→ TASK DESCRIPTION:
Please keep to the lines below from the one with "font-size:24px; color:#000; font-weight:700" through the one with "position:absolute; left:32px; top:1810px;", and restate them word for word, ends included.

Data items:

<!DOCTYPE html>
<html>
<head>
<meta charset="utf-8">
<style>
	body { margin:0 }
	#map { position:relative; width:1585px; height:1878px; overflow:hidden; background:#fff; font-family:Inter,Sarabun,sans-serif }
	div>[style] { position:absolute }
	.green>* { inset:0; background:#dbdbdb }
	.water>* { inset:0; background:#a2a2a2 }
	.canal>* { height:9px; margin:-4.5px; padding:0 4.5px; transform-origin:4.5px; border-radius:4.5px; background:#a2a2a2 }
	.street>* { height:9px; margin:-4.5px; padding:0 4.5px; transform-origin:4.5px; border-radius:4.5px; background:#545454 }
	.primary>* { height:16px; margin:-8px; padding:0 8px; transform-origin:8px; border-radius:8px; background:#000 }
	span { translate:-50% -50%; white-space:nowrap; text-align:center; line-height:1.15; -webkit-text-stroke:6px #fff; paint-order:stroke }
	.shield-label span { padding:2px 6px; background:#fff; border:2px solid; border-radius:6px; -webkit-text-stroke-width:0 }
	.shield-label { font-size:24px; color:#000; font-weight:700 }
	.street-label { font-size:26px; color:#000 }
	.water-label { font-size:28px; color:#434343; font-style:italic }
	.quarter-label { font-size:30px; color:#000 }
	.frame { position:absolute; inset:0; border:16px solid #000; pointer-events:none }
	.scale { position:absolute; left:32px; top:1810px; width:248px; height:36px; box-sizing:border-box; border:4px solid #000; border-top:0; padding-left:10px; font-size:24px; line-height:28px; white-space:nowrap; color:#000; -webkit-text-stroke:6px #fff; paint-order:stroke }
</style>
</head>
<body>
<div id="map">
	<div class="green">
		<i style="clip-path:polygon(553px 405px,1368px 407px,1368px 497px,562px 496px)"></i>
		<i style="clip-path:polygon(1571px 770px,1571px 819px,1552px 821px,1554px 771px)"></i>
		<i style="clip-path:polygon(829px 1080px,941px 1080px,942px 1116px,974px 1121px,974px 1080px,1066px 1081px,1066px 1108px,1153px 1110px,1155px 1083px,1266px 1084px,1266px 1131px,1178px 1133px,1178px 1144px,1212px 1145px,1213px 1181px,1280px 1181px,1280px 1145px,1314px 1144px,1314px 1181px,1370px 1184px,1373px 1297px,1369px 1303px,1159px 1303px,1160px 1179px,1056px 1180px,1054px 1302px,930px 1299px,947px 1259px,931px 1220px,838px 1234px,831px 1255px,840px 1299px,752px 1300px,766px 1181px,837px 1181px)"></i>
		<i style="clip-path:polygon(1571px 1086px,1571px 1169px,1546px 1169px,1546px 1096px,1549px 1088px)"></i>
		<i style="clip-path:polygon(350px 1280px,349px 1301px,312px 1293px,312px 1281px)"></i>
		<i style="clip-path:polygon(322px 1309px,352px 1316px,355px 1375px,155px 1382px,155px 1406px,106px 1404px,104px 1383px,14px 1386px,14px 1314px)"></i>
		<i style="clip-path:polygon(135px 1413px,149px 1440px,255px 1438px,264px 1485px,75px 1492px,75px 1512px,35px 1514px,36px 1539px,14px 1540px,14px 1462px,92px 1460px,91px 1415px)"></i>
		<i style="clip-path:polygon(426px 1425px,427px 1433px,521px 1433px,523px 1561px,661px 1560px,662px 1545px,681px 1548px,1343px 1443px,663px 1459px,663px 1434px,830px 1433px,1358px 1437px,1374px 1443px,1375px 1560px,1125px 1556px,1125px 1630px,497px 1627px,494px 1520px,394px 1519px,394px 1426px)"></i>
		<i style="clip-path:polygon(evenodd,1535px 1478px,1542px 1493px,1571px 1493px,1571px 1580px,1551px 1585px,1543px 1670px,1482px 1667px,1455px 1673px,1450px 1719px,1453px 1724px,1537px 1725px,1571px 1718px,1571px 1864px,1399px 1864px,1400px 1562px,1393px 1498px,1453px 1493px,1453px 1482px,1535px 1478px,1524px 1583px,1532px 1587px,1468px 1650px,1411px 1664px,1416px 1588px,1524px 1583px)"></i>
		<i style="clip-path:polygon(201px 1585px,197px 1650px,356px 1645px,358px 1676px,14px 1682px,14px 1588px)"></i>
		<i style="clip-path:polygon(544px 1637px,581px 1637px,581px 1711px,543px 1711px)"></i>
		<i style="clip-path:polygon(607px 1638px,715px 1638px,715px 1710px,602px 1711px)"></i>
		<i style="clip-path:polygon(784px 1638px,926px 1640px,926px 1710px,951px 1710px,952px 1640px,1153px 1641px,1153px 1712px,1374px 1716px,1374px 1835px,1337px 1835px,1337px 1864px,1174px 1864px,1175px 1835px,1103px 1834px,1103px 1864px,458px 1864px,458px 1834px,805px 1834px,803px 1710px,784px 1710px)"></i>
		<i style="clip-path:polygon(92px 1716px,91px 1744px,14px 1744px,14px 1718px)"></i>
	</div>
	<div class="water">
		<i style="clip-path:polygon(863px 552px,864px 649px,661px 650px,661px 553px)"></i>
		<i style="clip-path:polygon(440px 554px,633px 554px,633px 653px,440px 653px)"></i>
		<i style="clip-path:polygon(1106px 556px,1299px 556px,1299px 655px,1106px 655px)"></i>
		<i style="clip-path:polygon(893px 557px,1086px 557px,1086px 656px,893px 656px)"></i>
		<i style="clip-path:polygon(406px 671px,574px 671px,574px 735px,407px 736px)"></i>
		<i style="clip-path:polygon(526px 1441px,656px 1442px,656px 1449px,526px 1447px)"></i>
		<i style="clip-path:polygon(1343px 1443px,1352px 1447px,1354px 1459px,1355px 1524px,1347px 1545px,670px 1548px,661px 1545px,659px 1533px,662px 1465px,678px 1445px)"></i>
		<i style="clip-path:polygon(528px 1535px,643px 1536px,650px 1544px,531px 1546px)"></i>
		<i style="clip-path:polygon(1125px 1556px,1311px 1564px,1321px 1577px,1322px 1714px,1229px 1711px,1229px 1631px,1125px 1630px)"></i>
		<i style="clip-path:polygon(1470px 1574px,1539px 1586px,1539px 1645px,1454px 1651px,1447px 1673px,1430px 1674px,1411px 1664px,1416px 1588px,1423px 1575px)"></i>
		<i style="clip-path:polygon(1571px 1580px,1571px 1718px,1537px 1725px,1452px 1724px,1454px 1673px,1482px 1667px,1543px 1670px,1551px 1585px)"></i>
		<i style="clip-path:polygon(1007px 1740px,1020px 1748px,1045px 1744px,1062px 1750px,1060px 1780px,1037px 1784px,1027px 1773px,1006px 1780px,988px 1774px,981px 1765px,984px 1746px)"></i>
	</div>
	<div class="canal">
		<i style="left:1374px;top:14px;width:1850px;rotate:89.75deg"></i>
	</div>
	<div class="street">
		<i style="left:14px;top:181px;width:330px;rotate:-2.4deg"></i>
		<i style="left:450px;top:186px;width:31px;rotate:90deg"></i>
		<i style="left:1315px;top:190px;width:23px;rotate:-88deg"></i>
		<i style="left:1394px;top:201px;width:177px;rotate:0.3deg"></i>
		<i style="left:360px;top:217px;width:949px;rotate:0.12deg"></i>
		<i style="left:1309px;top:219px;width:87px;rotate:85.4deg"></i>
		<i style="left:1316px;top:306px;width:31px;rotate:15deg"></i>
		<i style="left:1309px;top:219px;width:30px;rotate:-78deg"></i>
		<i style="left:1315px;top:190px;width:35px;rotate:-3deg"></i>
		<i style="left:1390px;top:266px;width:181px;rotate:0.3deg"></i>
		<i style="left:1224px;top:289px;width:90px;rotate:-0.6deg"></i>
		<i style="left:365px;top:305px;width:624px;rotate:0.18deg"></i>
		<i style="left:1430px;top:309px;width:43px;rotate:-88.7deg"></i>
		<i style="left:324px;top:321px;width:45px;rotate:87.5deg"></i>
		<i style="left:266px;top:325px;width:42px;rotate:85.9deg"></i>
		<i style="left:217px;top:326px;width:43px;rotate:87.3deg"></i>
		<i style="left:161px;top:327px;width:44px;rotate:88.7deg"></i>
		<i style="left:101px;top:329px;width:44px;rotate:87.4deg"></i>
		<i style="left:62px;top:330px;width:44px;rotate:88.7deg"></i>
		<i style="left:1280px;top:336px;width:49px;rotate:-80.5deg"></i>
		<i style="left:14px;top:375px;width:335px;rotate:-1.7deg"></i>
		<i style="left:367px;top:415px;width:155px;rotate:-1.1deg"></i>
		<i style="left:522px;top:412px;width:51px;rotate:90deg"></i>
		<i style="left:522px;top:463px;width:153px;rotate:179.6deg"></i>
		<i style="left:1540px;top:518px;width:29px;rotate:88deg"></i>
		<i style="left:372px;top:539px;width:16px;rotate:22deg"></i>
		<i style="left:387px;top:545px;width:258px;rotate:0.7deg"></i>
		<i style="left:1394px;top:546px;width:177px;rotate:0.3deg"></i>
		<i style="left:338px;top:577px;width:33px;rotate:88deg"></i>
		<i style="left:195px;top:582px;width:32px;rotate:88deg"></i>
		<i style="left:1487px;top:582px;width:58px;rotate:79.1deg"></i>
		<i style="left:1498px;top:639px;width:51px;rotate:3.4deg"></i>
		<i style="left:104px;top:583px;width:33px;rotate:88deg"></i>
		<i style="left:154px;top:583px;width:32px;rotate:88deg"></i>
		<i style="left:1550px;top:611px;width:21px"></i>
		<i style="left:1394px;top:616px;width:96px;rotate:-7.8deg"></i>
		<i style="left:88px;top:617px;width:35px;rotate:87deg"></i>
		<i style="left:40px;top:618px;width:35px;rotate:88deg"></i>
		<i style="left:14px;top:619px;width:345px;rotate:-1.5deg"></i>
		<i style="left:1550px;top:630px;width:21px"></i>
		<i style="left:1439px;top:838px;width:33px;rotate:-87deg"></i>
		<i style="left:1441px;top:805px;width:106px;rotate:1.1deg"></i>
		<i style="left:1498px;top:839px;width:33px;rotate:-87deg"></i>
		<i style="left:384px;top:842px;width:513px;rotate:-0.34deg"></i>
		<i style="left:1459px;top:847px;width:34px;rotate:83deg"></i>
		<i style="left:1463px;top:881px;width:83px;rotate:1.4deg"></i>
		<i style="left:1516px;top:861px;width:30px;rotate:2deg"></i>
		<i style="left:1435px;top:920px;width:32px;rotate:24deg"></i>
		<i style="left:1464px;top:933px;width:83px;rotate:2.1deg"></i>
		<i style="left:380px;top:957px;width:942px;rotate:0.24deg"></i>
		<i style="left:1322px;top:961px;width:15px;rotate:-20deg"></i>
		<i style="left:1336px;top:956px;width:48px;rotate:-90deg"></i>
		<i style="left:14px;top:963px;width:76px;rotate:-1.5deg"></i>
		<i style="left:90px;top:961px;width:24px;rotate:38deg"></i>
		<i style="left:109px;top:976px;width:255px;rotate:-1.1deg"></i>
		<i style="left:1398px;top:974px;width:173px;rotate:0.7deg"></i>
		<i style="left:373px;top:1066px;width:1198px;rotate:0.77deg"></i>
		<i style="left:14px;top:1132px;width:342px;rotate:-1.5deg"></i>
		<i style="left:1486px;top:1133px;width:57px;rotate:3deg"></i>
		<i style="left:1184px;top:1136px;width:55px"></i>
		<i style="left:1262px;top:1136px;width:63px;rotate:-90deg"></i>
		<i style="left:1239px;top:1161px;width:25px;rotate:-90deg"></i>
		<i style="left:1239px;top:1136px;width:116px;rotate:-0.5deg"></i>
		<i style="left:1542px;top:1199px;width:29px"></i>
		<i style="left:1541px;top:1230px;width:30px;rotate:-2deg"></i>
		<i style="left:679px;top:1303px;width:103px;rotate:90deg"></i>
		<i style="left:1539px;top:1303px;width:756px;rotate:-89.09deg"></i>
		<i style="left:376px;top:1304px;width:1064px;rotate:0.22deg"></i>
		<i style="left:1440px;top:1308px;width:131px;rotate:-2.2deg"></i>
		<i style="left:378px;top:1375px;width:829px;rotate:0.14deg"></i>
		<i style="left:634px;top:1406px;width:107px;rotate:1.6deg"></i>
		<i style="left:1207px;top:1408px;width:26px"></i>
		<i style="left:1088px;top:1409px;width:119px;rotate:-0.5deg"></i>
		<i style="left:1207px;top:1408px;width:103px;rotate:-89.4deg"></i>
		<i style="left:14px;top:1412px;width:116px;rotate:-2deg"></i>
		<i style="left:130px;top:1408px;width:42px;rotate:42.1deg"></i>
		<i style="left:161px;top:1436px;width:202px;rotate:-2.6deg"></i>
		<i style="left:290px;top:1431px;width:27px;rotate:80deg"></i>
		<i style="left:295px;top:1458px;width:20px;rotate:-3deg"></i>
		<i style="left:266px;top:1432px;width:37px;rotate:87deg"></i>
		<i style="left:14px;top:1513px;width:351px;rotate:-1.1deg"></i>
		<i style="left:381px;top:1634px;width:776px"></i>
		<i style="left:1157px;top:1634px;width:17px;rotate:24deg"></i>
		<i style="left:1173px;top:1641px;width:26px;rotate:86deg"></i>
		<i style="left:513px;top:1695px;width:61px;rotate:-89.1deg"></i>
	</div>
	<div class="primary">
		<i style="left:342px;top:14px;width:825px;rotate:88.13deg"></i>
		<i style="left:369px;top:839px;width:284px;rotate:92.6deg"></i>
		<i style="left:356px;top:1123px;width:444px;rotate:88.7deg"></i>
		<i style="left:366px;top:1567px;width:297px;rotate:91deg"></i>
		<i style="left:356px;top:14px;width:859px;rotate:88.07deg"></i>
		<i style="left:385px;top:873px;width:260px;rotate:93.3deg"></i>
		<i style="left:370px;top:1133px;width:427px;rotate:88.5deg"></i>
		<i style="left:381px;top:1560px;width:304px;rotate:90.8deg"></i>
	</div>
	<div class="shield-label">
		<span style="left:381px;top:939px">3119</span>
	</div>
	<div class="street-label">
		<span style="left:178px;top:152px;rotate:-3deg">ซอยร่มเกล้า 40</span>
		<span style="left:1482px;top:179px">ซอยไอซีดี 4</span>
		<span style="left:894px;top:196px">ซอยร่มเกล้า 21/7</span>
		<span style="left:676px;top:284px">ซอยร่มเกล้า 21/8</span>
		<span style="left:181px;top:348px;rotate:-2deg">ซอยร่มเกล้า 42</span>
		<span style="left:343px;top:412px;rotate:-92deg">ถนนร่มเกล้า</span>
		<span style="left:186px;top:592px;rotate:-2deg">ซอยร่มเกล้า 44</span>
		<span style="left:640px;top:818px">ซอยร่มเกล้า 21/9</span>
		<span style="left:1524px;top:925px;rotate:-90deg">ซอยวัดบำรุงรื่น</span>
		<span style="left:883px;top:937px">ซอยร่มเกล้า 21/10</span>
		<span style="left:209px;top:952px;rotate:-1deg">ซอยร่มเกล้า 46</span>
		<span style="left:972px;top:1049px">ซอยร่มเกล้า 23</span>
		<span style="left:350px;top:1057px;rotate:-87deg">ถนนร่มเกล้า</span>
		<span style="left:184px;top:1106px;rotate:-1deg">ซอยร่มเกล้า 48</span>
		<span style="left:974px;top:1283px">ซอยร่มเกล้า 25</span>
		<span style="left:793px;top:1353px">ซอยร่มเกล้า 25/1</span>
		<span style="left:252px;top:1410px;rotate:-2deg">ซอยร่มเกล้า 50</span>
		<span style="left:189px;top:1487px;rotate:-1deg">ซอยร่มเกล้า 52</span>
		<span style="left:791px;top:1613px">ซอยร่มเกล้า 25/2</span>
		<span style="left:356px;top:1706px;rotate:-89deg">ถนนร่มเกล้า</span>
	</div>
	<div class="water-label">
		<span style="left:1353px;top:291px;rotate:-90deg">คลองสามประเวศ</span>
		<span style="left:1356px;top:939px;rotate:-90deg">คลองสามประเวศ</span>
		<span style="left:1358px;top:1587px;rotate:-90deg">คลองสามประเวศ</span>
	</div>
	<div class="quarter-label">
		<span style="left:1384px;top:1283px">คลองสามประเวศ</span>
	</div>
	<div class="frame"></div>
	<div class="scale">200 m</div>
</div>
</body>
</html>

→ EXERCISE RESULT:
	.shield-label { font-size:24px; color:#000; font-weight:700 }
	.street-label { font-size:26px; color:#000 }
	.water-label { font-size:28px; color:#434343; font-style:italic }
	.quarter-label { font-size:30px; color:#000 }
	.frame { position:absolute; inset:0; border:16px solid #000; pointer-events:none }
	.scale { position:absolute; left:32px; top:1810px; width:248px; height:36px; box-sizing:border-box; border:4px solid #000; border-top:0; padding-left:10px; font-size:24px; line-height:28px; white-space:nowrap; color:#000; -webkit-text-stroke:6px #fff; paint-order:stroke }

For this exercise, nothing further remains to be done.